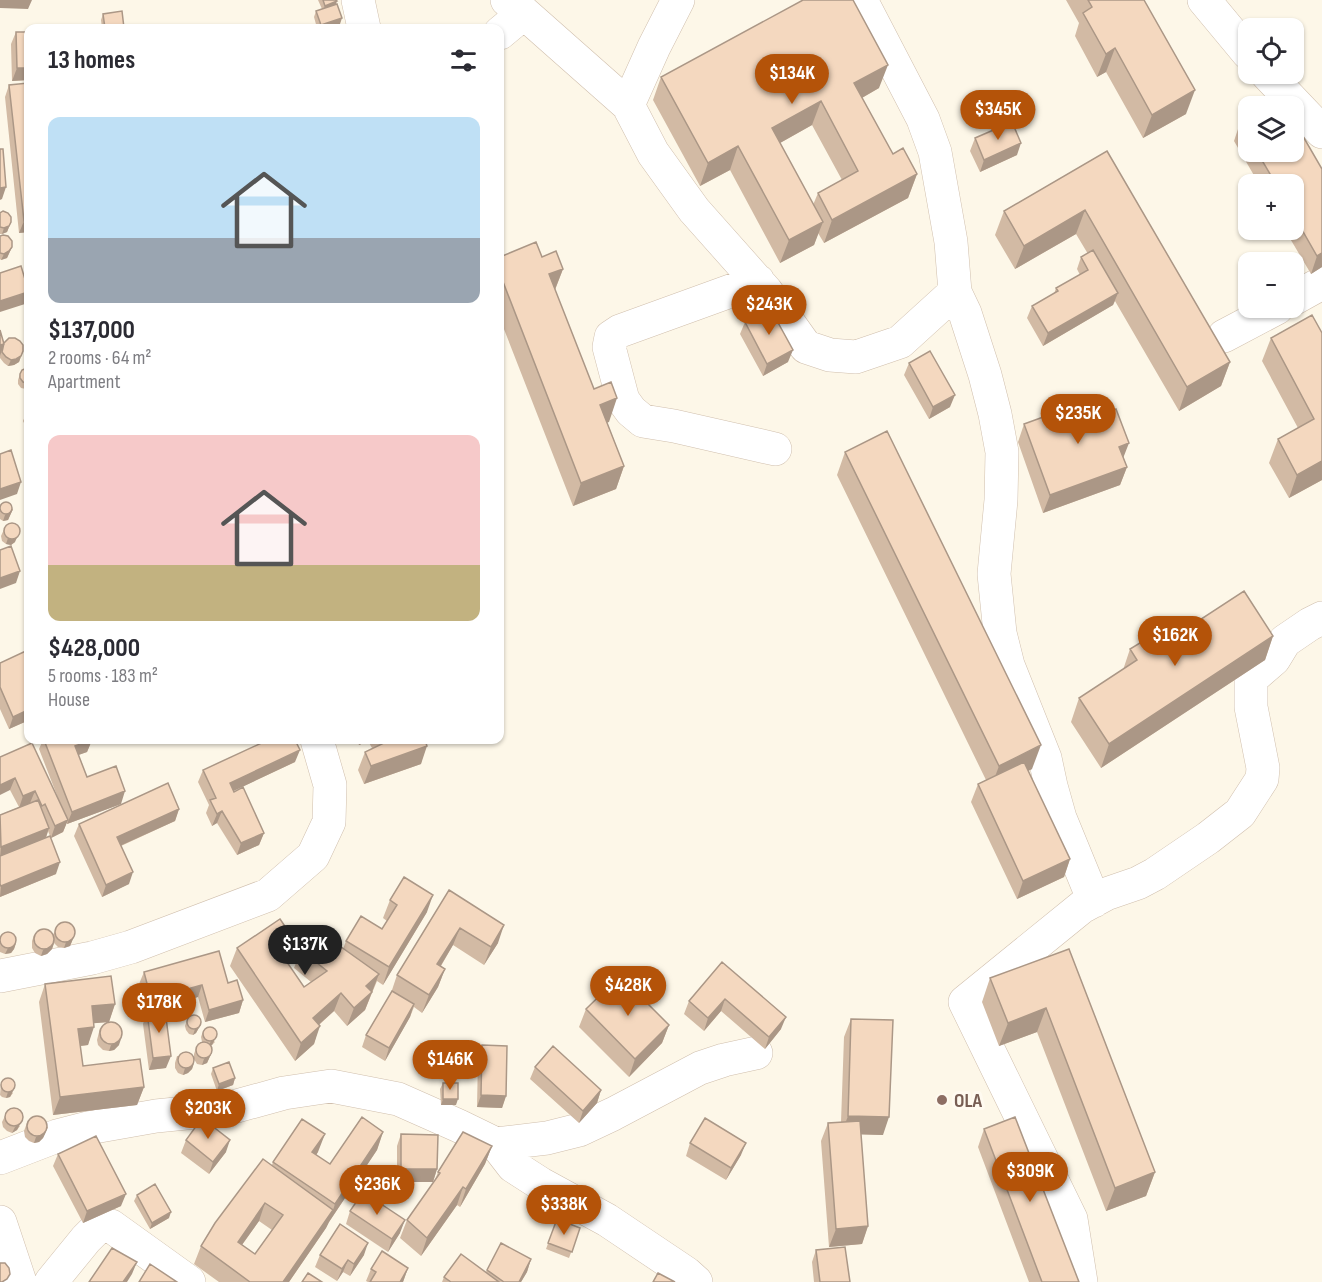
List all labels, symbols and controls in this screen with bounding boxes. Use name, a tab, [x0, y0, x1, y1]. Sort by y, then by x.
map controls	[1238, 18, 1304, 318]
button: locate	[1238, 18, 1304, 84]
icon: filters	[447, 44, 480, 77]
text: 13 homes	[48, 45, 135, 76]
pin: $134K	[750, 54, 834, 105]
text: $134K	[769, 61, 815, 85]
pin: $345K	[956, 90, 1040, 141]
button: layers	[1238, 96, 1304, 162]
text: $345K	[974, 97, 1022, 121]
icon: home	[210, 156, 318, 264]
button: +	[1238, 174, 1304, 240]
button: −	[1238, 252, 1304, 318]
pin: $243K	[727, 285, 811, 336]
text: $243K	[745, 292, 793, 316]
text: $137,000	[48, 315, 135, 346]
text: 2 rooms · 64 m²	[48, 346, 152, 370]
text: Apartment	[48, 370, 121, 394]
pin: $235K	[1036, 394, 1120, 445]
text: $235K	[1055, 401, 1101, 425]
icon: home	[210, 474, 318, 582]
pin: $162K	[1133, 616, 1217, 667]
text: $162K	[1152, 623, 1198, 647]
text: $428,000	[48, 633, 140, 664]
text: 5 rooms · 183 m²	[48, 664, 158, 688]
text: House	[48, 688, 90, 712]
pin: $137K	[263, 925, 347, 976]
text: $137K	[282, 932, 328, 956]
pin: $428K	[586, 966, 670, 1017]
text: $428K	[604, 973, 652, 997]
pin: $178K	[117, 983, 201, 1034]
text: $178K	[136, 990, 182, 1014]
pin: $146K	[408, 1040, 492, 1091]
text: $146K	[427, 1047, 473, 1071]
pin: $203K	[166, 1089, 250, 1140]
place label: OLA	[954, 1089, 983, 1113]
marker: OLA	[935, 1093, 949, 1107]
text: $203K	[184, 1096, 232, 1120]
pin: $309K	[988, 1152, 1072, 1203]
text: $309K	[1006, 1159, 1054, 1183]
pin: $236K	[335, 1165, 419, 1216]
text: $236K	[353, 1172, 401, 1196]
pin: $338K	[522, 1185, 606, 1236]
text: $338K	[540, 1192, 588, 1216]

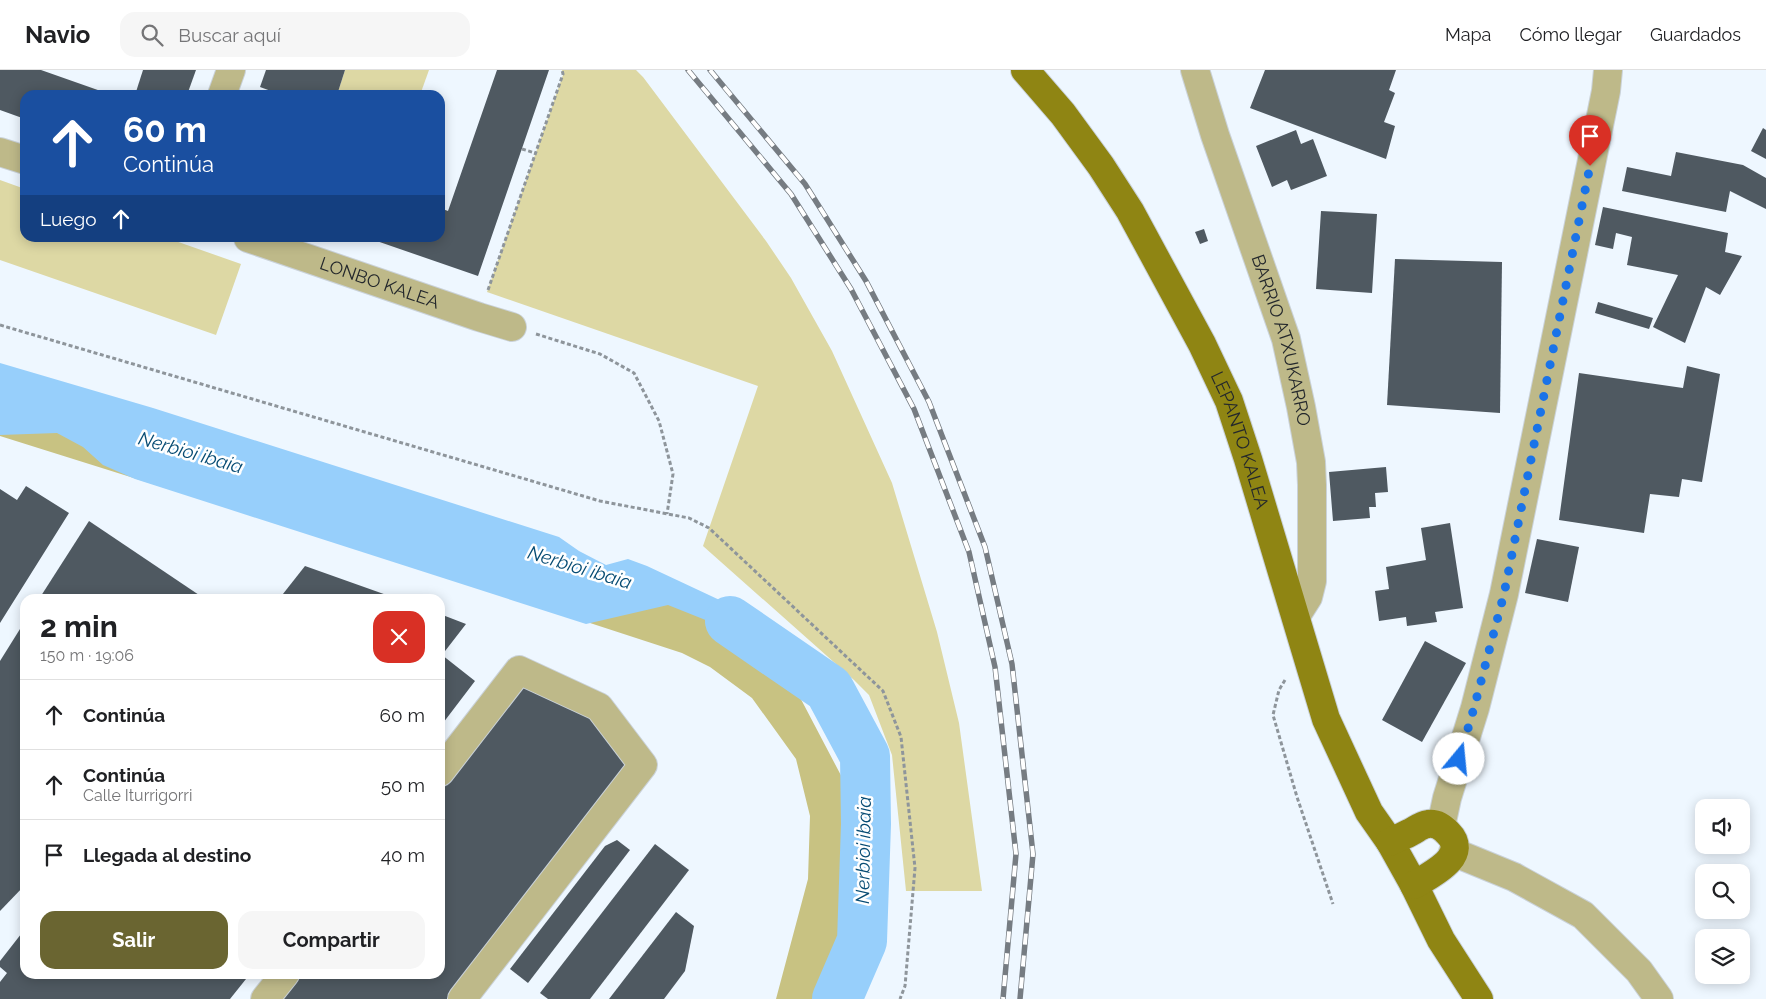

● **Task prompt**
Find how many lines above include "button", then write only that count.

● **Answer section**
4